▸ **Your objective**
Using the listing below, count every line that contains the word "fabs"; respond with the count alone.

▸ **Record excerpts**
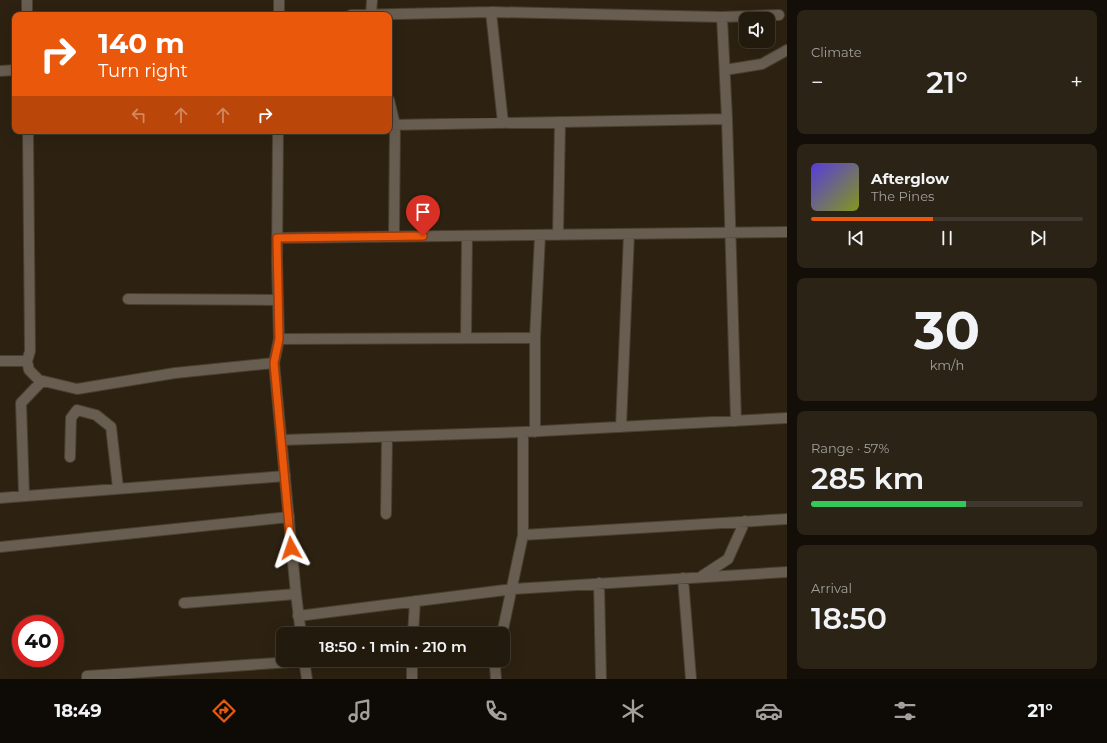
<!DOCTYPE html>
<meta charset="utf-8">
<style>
body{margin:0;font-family:Montserrat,sans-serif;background:#2a2316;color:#f1f3f6;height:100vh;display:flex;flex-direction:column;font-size:15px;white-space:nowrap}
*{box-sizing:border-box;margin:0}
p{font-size:13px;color:#a2a19d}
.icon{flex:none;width:22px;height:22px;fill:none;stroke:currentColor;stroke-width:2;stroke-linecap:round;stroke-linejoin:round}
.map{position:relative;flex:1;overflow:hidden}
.details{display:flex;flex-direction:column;gap:10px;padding:10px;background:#130e07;width:320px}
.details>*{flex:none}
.hud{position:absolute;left:12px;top:12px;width:380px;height:122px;border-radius:8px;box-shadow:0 4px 16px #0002,0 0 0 1px #3f382e;background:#ea580c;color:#fff;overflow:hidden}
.fabs{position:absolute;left:739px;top:12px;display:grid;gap:8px}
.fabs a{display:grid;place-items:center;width:36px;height:36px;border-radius:8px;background:#221a0d;box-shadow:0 4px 16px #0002,0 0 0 1px #3f382e;font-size:20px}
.speed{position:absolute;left:12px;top:615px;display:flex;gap:8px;font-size:20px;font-weight:700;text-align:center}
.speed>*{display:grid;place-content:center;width:52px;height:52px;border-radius:50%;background:#221a0d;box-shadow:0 4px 16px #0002,0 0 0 1px #3f382e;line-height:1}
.speed .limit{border:6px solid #d22;background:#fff;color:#111}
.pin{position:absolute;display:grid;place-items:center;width:34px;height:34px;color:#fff;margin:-41px -17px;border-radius:50% 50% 50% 0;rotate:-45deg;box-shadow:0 0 4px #0007}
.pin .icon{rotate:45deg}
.me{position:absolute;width:44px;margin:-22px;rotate:355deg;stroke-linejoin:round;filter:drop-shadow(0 0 3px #0008)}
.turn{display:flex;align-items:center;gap:14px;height:84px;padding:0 20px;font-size:18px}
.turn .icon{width:52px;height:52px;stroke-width:2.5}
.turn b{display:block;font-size:28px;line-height:34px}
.lanes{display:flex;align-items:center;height:38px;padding:0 20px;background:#0003;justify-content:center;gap:20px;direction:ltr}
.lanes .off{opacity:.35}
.big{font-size:30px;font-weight:600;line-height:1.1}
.details .widget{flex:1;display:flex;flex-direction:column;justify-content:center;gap:6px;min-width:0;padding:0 14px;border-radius:8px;background:#2a2316}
.details .dial{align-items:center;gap:0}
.dial b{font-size:52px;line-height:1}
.song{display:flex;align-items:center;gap:12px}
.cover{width:48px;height:48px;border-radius:6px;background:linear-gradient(135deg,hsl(250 70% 55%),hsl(70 70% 35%))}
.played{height:4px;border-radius:2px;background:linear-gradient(90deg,#ea580c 45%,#3f382e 45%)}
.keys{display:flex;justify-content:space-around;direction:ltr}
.heat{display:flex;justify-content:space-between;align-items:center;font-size:22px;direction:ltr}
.charge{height:6px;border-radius:3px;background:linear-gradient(90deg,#34c759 57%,#3f382e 0)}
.trip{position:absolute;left:276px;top:627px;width:234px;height:40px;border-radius:8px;background:#221a0d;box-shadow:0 4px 16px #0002,0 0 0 1px #3f382e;font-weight:600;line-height:40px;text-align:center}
.dock{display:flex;height:64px;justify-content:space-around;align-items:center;background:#0e0a05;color:#a2a19d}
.dock .icon{width:28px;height:28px}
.dock .selected{color:#ea580c}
.dock b{font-size:18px;color:#f1f3f6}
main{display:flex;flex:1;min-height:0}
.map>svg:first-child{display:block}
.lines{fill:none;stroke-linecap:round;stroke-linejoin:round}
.minor-casing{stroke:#493f2f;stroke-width:12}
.tertiary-casing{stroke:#493f2f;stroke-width:12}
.minor{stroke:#685d51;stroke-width:10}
.tertiary{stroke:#685d51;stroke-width:10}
.route-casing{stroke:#983908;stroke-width:10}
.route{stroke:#ea580c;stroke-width:7}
</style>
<main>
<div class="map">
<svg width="787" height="679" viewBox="0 0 787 679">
<rect width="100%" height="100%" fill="#2d2211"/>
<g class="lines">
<g class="minor-casing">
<path id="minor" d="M27 0V15
M491 12 503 123
M351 15 491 12 722 17 779 15
M371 15 372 0
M722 17 727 119 736 421
M725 70 762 64 787 50
M0 71 15 70
M389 100 395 125 394 236
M389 125 727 119
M28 131 30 351 27 361 29 370 39 380 77 389 175 373 274 363
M558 235 560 122
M277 238 787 232
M128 299 278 300
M466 338 467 236
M279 339 535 338
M0 361H27
M621 427 629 234
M535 432V338L540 235
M282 440 523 432 787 418
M70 457 71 418 77 410 96 415 111 427 118 488
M24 495 21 403 42 381
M0 498 285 476
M386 514 387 437
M523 535 787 519
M0 547 289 517
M702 576 728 559 745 521
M683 578 691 679
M599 583 601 679
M184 603 296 594
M298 616 513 589 787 572
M413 634 415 601
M502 634 523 535V432
M87 679V676L305 661
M412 679V660
M496 679 495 666 496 660"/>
</g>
<g class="tertiary-casing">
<path id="tertiary" d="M279 15V0
M278 131 277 261 279 339 274 363 296 594 301 634
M304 660 307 679"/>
</g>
<use href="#minor" class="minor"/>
<use href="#tertiary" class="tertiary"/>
</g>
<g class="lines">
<g class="route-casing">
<path id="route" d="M291 548 274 363 279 339 277 238 423 236"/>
</g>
<use href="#route" class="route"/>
</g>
</svg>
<div class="fabs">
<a><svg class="icon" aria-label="sound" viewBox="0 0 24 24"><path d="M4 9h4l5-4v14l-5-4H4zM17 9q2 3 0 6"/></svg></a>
</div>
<div class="speed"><div class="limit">40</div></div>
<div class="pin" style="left:423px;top:236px;background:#d93025"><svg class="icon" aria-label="arrive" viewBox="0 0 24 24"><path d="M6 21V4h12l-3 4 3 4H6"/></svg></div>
<svg class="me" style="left:291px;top:548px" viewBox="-20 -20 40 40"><path d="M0-17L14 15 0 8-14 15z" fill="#ea580c" stroke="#fff" stroke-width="4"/></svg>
<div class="trip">18:50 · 1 min · 210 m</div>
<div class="hud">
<div class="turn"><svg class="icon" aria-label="right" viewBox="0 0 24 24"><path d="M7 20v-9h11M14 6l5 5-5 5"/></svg><div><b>140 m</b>Turn right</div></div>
<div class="lanes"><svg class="icon off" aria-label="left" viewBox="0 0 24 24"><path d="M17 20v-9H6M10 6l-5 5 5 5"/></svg><svg class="icon off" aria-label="ahead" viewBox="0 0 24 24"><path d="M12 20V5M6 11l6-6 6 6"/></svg><svg class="icon off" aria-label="ahead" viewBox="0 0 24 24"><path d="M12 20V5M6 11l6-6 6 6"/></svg><svg class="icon" aria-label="right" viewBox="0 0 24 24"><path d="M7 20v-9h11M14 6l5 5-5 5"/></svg></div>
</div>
</div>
<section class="details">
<div class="widget"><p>Climate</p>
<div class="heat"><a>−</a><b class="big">21°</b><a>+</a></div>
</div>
<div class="widget">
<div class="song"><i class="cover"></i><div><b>Afterglow</b><p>The Pines</p></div></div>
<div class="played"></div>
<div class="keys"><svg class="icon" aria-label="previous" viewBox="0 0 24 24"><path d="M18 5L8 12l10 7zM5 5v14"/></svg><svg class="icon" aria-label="pause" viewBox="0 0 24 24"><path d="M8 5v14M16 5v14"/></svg><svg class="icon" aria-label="next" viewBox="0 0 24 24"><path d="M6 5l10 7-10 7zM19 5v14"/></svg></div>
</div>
<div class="widget dial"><b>30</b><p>km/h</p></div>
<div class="widget"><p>Range · 57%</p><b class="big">285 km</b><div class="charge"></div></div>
<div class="widget"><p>Arrival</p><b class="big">18:50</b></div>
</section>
</main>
<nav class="dock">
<b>18:49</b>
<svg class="icon selected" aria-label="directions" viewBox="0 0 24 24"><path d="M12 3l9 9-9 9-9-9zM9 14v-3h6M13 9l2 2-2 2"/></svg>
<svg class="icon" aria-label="music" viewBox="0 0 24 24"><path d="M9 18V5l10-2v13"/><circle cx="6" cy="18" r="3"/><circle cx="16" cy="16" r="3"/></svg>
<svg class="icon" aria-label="phone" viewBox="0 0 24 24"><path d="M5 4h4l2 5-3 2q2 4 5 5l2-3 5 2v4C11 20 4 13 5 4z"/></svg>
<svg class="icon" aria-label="climate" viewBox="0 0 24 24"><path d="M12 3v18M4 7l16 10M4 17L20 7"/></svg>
<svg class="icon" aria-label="car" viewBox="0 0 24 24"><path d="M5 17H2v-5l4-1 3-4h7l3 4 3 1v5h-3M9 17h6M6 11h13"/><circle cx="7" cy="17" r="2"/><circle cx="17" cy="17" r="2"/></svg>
<svg class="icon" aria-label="filters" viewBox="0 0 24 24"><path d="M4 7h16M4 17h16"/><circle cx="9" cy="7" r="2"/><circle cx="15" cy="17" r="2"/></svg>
<b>21°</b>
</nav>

▸ **Task solution**
3